(Saved data entries)
━━━━━━━━━━━━━━━━
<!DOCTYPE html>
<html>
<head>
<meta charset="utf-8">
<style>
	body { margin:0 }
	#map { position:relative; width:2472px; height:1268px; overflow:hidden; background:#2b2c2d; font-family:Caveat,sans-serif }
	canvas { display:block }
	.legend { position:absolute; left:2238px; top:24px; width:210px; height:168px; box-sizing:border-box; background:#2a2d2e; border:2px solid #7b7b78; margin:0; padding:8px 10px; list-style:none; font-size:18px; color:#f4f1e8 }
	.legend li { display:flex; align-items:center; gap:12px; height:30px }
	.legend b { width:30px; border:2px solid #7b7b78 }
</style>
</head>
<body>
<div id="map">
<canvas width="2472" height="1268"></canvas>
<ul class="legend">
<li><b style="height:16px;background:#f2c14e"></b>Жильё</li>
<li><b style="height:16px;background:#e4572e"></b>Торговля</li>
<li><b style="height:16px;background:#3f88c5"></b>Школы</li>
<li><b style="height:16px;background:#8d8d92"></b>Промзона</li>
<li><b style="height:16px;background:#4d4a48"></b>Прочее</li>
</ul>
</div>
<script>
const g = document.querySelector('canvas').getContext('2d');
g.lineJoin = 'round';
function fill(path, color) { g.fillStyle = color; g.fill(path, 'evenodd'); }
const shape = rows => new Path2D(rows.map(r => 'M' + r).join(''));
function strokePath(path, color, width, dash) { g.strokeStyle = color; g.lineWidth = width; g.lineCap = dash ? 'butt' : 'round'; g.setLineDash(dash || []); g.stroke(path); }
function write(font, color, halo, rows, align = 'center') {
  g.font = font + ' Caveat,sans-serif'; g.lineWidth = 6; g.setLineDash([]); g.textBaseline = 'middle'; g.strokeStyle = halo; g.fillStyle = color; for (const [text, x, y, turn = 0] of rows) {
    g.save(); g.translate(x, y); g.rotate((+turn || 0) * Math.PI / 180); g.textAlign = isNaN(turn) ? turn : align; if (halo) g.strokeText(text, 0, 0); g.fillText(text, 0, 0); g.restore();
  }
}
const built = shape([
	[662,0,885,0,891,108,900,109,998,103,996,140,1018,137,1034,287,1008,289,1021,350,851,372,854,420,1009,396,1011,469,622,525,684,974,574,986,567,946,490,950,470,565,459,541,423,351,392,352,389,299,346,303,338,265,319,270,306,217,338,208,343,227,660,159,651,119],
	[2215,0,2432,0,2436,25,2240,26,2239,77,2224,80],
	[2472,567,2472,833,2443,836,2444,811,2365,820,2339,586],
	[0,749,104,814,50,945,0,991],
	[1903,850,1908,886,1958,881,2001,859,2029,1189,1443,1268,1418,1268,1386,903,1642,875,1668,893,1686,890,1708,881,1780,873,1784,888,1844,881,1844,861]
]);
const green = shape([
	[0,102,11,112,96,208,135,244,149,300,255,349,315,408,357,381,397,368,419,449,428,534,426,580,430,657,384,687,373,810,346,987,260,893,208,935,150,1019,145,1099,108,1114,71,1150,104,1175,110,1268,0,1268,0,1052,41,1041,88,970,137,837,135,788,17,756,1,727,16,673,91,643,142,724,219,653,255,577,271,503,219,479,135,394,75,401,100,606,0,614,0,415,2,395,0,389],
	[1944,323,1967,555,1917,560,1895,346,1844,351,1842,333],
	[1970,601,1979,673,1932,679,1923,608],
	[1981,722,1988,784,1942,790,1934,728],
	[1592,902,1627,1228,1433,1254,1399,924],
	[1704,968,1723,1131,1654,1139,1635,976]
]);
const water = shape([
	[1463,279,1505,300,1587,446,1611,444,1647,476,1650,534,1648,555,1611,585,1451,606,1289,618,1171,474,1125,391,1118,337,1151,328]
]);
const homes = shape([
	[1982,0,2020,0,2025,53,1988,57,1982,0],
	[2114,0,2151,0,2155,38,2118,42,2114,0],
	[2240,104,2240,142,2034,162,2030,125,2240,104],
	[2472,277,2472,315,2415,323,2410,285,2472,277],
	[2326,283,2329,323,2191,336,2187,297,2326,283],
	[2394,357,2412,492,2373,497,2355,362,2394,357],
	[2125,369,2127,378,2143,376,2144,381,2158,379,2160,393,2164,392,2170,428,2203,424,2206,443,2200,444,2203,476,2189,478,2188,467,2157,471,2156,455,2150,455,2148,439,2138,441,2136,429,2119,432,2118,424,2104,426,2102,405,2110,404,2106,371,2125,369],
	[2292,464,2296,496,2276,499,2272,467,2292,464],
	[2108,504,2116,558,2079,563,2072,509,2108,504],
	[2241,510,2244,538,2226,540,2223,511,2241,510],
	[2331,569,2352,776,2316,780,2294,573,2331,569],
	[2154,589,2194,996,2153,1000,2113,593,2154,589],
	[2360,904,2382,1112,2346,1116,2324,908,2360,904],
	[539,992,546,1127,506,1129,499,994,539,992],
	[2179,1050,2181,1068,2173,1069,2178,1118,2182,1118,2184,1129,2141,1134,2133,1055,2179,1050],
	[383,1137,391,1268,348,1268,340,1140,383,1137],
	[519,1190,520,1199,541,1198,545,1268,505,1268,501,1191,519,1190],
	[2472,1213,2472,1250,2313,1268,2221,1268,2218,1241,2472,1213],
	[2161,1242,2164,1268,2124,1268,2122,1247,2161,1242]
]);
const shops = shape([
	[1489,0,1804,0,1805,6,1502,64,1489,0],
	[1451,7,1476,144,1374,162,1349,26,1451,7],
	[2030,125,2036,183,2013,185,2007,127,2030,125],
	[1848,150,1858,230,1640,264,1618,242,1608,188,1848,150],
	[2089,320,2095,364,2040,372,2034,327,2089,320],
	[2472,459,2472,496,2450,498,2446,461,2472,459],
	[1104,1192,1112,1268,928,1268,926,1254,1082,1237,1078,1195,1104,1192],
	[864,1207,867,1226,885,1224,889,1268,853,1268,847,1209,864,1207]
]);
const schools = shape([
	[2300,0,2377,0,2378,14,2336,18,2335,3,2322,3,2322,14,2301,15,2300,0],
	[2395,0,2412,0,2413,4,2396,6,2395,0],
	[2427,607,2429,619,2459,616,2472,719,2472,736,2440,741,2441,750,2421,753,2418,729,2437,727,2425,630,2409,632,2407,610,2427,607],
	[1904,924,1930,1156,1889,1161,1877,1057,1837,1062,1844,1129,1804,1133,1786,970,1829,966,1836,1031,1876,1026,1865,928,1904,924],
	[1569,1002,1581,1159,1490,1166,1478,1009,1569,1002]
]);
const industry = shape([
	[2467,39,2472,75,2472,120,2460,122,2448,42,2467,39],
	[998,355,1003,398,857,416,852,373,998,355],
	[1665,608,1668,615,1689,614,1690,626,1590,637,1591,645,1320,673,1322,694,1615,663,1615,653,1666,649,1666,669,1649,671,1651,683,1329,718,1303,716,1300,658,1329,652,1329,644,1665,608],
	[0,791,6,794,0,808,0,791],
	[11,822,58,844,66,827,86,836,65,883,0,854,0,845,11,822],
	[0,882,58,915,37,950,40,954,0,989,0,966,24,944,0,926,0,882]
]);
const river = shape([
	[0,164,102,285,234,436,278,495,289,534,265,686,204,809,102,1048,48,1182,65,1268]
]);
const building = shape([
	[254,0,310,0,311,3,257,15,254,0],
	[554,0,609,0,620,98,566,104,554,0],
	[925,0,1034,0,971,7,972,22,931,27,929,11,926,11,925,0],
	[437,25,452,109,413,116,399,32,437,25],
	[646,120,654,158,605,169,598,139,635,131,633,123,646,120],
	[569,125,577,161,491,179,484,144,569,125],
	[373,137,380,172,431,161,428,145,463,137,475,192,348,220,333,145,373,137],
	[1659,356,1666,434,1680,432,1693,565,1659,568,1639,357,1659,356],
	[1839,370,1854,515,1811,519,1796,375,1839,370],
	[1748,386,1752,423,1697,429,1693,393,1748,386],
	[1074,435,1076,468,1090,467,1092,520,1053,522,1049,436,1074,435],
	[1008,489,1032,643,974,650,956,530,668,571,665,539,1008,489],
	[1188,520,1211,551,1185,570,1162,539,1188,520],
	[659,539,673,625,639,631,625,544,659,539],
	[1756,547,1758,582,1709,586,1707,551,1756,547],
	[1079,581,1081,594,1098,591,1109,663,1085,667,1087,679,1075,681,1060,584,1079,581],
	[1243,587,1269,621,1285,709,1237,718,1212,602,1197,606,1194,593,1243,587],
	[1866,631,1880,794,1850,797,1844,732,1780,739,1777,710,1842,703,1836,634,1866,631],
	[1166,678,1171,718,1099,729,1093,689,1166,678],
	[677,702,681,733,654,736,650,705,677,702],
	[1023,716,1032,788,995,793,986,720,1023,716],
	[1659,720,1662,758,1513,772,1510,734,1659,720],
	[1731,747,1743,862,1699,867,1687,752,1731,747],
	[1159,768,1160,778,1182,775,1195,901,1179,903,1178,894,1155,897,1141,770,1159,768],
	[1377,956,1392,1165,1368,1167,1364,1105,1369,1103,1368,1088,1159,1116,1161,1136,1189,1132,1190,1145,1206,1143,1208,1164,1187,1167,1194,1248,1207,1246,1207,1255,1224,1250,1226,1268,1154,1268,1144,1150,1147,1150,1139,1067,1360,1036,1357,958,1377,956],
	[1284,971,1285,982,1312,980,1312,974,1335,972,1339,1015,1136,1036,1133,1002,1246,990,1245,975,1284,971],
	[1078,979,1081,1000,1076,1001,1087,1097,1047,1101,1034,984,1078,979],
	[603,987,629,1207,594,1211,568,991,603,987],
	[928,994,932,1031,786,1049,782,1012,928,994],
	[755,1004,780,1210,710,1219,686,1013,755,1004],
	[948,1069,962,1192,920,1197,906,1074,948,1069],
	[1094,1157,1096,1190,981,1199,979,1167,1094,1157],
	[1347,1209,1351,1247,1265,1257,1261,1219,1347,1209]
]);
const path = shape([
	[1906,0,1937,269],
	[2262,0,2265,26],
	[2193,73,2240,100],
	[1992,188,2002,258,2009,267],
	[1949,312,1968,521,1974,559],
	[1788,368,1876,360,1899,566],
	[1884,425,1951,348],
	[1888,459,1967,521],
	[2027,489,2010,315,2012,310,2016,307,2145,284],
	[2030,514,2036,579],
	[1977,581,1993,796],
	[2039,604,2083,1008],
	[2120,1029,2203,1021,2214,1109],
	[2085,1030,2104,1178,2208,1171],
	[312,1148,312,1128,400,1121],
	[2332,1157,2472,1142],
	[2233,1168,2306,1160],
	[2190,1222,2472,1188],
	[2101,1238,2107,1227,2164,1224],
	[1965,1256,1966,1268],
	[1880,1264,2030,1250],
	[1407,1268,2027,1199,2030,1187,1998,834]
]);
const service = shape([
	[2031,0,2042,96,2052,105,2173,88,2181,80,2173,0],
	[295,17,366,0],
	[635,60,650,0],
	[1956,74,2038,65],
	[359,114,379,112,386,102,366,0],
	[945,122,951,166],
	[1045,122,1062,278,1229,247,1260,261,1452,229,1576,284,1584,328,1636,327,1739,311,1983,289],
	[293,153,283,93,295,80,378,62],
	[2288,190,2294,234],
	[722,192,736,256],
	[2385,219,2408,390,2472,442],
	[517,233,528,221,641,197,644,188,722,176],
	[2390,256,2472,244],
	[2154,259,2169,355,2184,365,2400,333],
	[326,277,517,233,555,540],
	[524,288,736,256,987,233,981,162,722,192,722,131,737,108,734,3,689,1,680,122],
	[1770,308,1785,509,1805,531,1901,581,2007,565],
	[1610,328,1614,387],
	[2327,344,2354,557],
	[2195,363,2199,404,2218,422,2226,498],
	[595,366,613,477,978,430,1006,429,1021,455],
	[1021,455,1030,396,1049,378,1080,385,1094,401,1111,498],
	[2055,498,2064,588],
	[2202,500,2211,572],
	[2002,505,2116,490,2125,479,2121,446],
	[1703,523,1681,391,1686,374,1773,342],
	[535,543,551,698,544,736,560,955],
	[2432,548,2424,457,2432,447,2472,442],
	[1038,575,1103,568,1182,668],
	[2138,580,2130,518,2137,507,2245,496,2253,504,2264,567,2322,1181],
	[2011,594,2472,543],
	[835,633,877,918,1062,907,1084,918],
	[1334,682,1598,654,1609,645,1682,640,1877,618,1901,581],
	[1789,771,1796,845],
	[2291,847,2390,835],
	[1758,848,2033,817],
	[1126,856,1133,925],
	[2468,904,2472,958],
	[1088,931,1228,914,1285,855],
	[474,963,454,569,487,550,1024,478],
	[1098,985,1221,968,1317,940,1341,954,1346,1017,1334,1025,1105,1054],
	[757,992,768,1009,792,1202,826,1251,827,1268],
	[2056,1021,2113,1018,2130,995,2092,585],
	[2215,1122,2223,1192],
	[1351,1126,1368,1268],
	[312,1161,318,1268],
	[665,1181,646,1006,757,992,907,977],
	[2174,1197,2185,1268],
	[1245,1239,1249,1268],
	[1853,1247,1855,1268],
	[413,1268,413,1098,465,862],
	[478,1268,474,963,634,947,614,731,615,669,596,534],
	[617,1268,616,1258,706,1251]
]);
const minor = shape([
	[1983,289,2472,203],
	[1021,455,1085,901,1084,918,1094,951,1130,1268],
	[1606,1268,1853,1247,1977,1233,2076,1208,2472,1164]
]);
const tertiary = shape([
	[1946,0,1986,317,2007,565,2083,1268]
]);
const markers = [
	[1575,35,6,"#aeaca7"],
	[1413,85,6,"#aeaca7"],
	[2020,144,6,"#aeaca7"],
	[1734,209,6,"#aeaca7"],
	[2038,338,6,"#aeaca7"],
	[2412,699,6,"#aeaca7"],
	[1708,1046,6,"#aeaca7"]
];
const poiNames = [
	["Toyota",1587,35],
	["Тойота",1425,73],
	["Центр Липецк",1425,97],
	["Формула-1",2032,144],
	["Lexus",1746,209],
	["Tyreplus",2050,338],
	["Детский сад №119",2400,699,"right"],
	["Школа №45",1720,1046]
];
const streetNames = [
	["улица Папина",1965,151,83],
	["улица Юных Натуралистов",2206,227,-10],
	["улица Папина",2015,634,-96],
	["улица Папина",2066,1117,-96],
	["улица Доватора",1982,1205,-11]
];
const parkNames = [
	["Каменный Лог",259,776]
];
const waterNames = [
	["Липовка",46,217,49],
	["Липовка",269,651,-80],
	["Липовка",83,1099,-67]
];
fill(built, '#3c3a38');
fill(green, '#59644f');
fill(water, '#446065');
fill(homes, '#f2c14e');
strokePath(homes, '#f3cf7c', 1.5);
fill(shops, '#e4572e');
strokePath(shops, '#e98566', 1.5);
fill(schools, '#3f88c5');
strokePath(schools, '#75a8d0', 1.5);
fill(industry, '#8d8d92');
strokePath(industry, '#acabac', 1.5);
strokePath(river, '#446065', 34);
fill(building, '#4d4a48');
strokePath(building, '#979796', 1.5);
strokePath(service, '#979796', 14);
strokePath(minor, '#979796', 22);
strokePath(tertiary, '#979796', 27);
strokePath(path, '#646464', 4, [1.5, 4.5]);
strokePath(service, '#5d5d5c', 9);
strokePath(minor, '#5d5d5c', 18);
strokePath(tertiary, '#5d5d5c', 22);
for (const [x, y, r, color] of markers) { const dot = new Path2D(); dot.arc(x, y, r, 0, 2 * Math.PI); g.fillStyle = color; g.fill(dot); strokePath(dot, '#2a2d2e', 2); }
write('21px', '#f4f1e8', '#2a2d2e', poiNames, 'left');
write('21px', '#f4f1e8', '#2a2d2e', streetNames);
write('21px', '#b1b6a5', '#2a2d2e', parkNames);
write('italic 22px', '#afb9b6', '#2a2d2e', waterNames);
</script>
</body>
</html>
━━━━━━━━━━━━━━━━
▶ [How to complete this task]: The span to print begins at the line containing "for (const [x, y, r, color]" and ends at the final line of the entries; print it exactly and print nothing else.

▶ [Response area]:
for (const [x, y, r, color] of markers) { const dot = new Path2D(); dot.arc(x, y, r, 0, 2 * Math.PI); g.fillStyle = color; g.fill(dot); strokePath(dot, '#2a2d2e', 2); }
write('21px', '#f4f1e8', '#2a2d2e', poiNames, 'left');
write('21px', '#f4f1e8', '#2a2d2e', streetNames);
write('21px', '#b1b6a5', '#2a2d2e', parkNames);
write('italic 22px', '#afb9b6', '#2a2d2e', waterNames);
</script>
</body>
</html>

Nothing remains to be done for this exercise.